May 15, 2001 02:46 PM
by Marina Sisson


Dear Bart,

There is a short address made by Jinarajadasa in September, 1950, that I
think that is tune with HPB's quotation. It may interest you, so I
transcribed below.
It is called "My Brother's Keeper".

As far as I know, it was never published in any magazine. In 1979 my husband
Arnaldo copied it
from a pamphlet in Adyar and we reproduced it in a Newsletter of the WTYF
(World Theosophical Youth Federation) in January/1991.

Best regards,
Marina.


> Thank you very, very much.
>
> Yes, that is it. I should have written that I suspected that it was in
> Volume X. I'm giving a members' talk at the New York Lodge on the place
> of religion in Theosophy and the Theosophical Society, and then, later
> that week, a public talk on bridging understanding between the liberals
> and conservatives in our society. The part you quoted will be useful in
> the former, and another part which talks about the role of the TS to
> create greater understanding between opposing groups as part of the
> introduction to the latter talk.



My Brother's Keeper
(Inaugural Address to the Radiant Youth Lodge, Madras, September 3, 1950)
By C. Jinarajadasa

In an ancient land like India, where there are today so many religions,
there is no need to add any teaching that can be termed new. All over the
City of Madras there are Hindu temples, Christian churches, Muhammadan
mosques. There is a Zoroastrian Fire Temple, and there is also a Buddhist
Shrine. So that in theory every possible kind of religious inspiration that
man requires can be found here. Yet if you examine all these teachings you
will note that in main they concentrate on the life of the individual, and
not particularly on his relations to those among whom he lives. Very
briefly, they will tell you that your chief duty is to love God and obey His
commandments. With regard to all that is evil in the social conditions of
the community, you are told in brief, "Leave all that to God". That has so
much been the case in India for thousands of years with its several millions
of Sannyasis that no attention has been paid by these who are supposed to be
aspiring to the highest spirituality to the conditions of poverty,
ignorance, degradation and exploitation that is on all sides of them. It is
true that every religion inculcates charity, that is, giving gifts to the
poor. But hardly ever is there any question why, in a so-called civilized
community, there should be any poor at all.
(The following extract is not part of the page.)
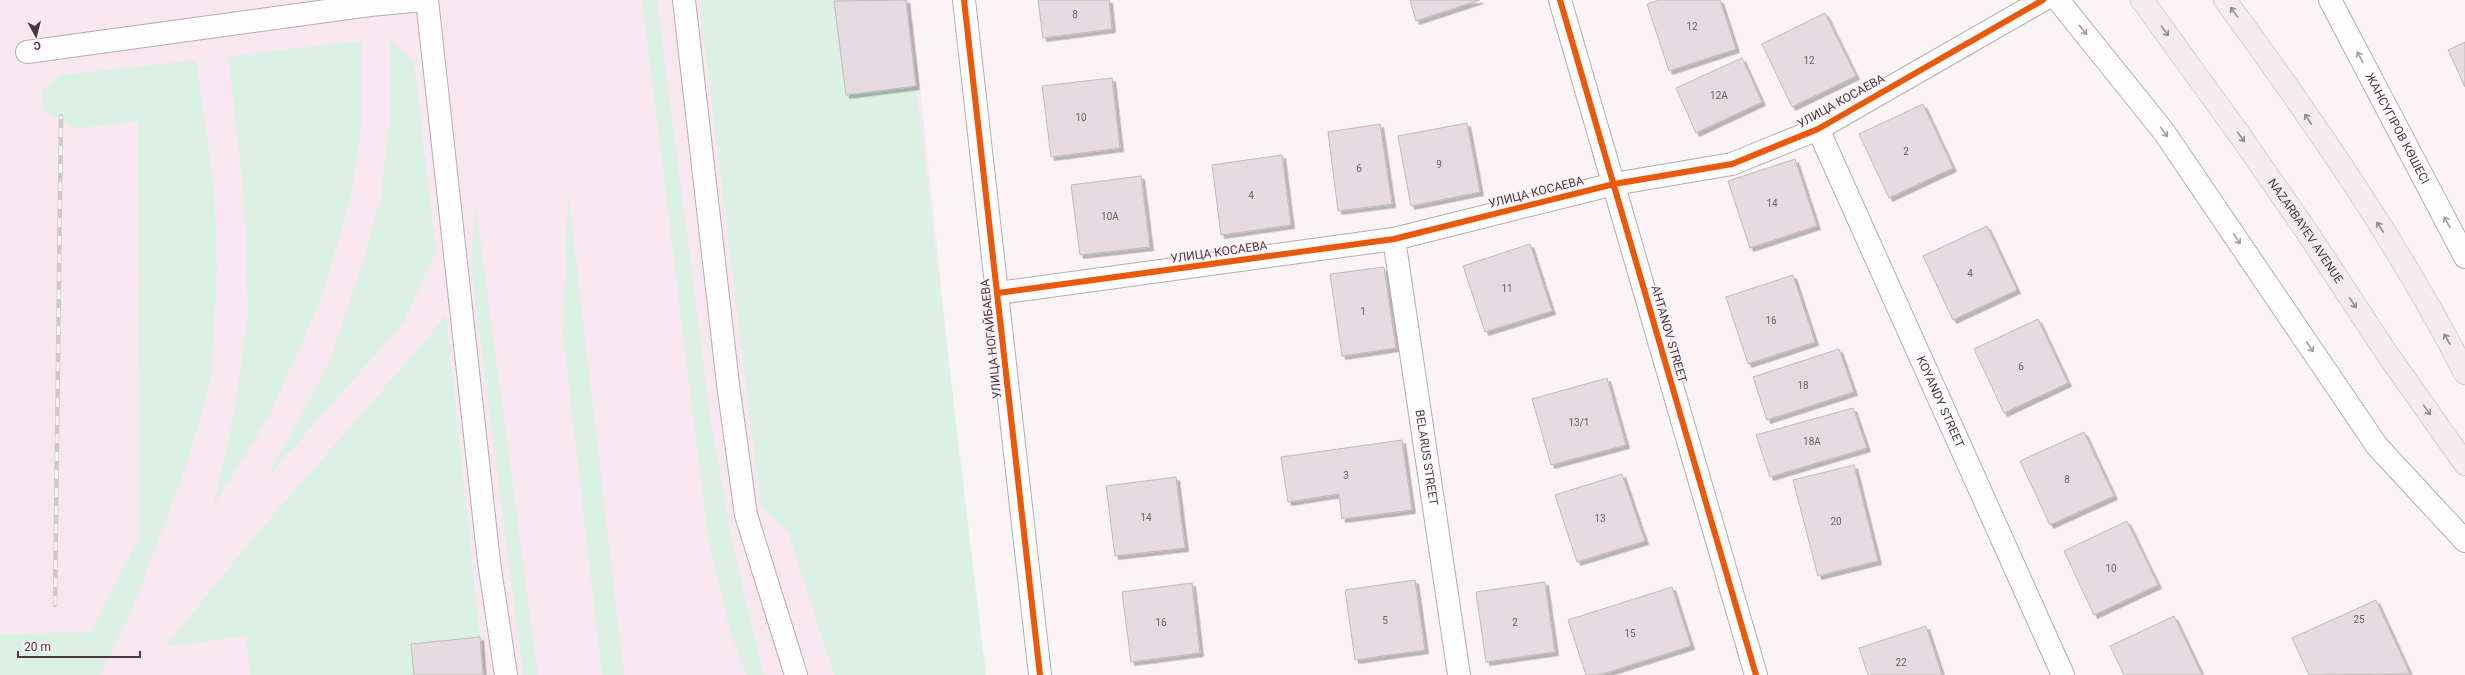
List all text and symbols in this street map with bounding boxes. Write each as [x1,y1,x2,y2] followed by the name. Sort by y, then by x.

Seventy-five years ago the Theosophical Society was started, with the
fundamental teaching of Universal Brotherhood. In other words, until
something of the ideal of Brotherhood was really applied in social life
there could not be any real spiritual or even civilized community. But what
do we mean by Brotherhood? It is a word that conveys an ideal, which is
certainly very lofty. But what, after all, does Brotherhood mean, brought
down from the ideal level to the practical level of daily life?

Here I want to tell you about a man who lived in the United States. He was
Eugene Debs. He was a leader of Labor, and president of a Labor Union. Of
course all of the propertied classes, the classes of privilege, denounced
him as an "agitator", and a very bad man. He was sent to gaol three times
because he championed the cause of the under-privileged. Employers of labor
usually consider that so long as they give a minimum wage, what they think
is a "just wage", they have done their duty. They never inquire into what
are the principles of justice, and what are the requirements of a worker's
family for food, clothing, housing and other amenities. Debs, who lived with
the worker's class, knew exactly how they were being held down by the
employers, whose chief idea was profits and not particularly justice, or
just inter-relations. On one occasion, from the dock, Debs said the
following, which stands out as expressing very briefly what real Brotherhood
means: "While there is a poorer class, I am of it; while there is a criminal
class I belong to it; while there is a soul in gaol I am not free". These
wonderful words of a so-called agitator reveal what is the real basis of
true Brotherhood. I would like you youth of the Radiant Youth Lodge to think
over these words.

For the last three years, India is free to administer for her own affairs.
But what are the conditions in which we live? I need not describe them, for
all of you know them well. At the moment here in South India our masses have
not enough to eat. We hear stories of parents selling their babies for a few
rupees, as it is impossible to give them adequate nourishment. We hear
stories also of the poor eating the barks of trees and in last night's paper
(if it is true) some poor eating sawdust and children dying from it. I need
hardly allude to the corruption in administration throughout the land, and
black-marketing, which has been accepted as an integral part of our
commercial economy. You will say: "What can you youth do today?"

Certainly not very much at the moment. But it is these conditions that you
must study and try to understand their causes, for who knows, in twenty
years' time you may set the opportunity to be some kind of leader, and then
if you have in your mind an accurate realization of the conditions of the
masses you may be able to do something. Your aspiration for spiritual
realization today should be turned to understanding what is the true basis
of wealth, what is a living wage, what are the eternal principles of
justice. It is when these truths have been built into the structure of the
people that we shall have a real religious life, even if not a single
temple, church or mosque exists in the land.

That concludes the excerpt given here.